Your task: Each line holding the string "position" is to be copied from the data.
=======
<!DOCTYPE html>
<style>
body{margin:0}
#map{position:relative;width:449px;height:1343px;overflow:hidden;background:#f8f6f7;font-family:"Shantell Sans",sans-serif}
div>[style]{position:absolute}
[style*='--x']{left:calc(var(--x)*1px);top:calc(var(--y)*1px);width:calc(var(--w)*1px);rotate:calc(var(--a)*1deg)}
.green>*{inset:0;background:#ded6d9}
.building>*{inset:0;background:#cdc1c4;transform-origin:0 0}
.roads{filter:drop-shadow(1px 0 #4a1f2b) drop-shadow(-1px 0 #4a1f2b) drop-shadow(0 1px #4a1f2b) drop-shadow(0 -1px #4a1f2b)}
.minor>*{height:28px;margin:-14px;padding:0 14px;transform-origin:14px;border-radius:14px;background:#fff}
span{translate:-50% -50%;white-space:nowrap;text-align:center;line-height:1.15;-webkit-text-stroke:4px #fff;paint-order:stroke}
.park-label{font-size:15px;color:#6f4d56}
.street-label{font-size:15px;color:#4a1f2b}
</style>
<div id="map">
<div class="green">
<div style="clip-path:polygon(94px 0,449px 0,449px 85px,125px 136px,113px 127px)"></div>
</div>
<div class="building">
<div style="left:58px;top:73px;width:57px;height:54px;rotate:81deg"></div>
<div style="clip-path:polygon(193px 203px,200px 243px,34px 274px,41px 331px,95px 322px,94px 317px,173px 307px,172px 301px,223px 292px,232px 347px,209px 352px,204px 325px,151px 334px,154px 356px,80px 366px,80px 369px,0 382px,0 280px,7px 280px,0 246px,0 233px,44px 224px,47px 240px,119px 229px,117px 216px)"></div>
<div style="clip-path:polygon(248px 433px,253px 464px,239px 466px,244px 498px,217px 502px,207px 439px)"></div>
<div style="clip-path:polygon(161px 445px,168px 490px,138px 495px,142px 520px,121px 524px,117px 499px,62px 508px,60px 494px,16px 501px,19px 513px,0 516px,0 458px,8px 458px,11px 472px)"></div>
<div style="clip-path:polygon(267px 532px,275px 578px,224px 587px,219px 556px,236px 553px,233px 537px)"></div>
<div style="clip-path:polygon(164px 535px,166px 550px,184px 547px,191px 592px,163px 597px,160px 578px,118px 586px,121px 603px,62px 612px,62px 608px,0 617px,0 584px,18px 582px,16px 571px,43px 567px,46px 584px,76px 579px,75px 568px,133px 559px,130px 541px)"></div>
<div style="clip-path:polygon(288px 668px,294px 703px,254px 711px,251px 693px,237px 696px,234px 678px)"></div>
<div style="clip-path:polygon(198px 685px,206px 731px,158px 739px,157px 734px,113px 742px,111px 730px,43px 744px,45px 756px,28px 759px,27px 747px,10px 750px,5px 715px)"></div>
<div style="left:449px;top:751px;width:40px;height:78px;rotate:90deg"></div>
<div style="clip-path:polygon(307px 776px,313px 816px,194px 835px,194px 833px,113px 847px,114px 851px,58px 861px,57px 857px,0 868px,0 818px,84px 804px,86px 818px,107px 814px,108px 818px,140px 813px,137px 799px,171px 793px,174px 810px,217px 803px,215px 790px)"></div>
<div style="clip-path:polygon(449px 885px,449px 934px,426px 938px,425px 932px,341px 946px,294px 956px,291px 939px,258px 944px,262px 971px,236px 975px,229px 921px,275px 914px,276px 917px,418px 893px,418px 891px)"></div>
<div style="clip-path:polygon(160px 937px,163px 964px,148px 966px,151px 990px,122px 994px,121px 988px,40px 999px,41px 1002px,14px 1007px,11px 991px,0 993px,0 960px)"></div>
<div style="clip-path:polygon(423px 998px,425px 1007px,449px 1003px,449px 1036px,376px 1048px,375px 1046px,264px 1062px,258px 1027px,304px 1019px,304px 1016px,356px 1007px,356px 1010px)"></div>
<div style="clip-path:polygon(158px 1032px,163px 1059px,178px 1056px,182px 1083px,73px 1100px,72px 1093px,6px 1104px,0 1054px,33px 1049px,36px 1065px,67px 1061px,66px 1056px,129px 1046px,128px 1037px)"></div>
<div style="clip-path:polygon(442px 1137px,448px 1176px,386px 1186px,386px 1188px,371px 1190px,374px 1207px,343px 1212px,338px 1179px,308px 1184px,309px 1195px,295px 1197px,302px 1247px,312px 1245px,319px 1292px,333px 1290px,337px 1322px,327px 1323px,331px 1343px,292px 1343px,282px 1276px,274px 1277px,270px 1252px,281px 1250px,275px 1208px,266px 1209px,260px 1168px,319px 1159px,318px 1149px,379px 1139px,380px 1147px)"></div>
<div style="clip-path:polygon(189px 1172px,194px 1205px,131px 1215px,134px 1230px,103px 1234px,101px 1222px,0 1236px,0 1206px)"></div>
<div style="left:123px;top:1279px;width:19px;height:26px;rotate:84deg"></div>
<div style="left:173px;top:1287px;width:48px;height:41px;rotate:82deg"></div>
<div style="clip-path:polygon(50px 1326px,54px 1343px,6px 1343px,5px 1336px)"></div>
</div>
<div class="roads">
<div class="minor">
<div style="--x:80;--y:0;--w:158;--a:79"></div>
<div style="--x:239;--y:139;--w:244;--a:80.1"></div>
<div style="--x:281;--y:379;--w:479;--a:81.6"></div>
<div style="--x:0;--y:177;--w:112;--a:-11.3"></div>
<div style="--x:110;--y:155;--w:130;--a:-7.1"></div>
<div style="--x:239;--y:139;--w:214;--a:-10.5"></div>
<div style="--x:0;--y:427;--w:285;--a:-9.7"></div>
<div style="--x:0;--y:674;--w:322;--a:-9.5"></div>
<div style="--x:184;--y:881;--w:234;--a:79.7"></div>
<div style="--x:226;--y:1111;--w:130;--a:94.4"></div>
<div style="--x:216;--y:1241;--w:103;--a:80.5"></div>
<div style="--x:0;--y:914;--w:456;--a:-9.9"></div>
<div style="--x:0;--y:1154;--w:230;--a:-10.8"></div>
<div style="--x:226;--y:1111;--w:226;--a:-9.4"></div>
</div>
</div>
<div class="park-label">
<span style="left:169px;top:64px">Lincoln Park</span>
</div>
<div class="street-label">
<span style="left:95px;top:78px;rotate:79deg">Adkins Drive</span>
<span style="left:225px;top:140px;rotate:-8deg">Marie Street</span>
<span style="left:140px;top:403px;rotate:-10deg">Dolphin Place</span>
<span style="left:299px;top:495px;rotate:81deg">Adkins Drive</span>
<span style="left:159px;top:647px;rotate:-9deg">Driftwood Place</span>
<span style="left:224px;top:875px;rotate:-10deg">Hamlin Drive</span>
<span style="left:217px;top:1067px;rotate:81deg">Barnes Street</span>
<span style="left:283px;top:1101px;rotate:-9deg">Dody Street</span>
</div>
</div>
=======
Task output:
#map{position:relative;width:449px;height:1343px;overflow:hidden;background:#f8f6f7;font-family:"Shantell Sans",sans-serif}
div>[style]{position:absolute}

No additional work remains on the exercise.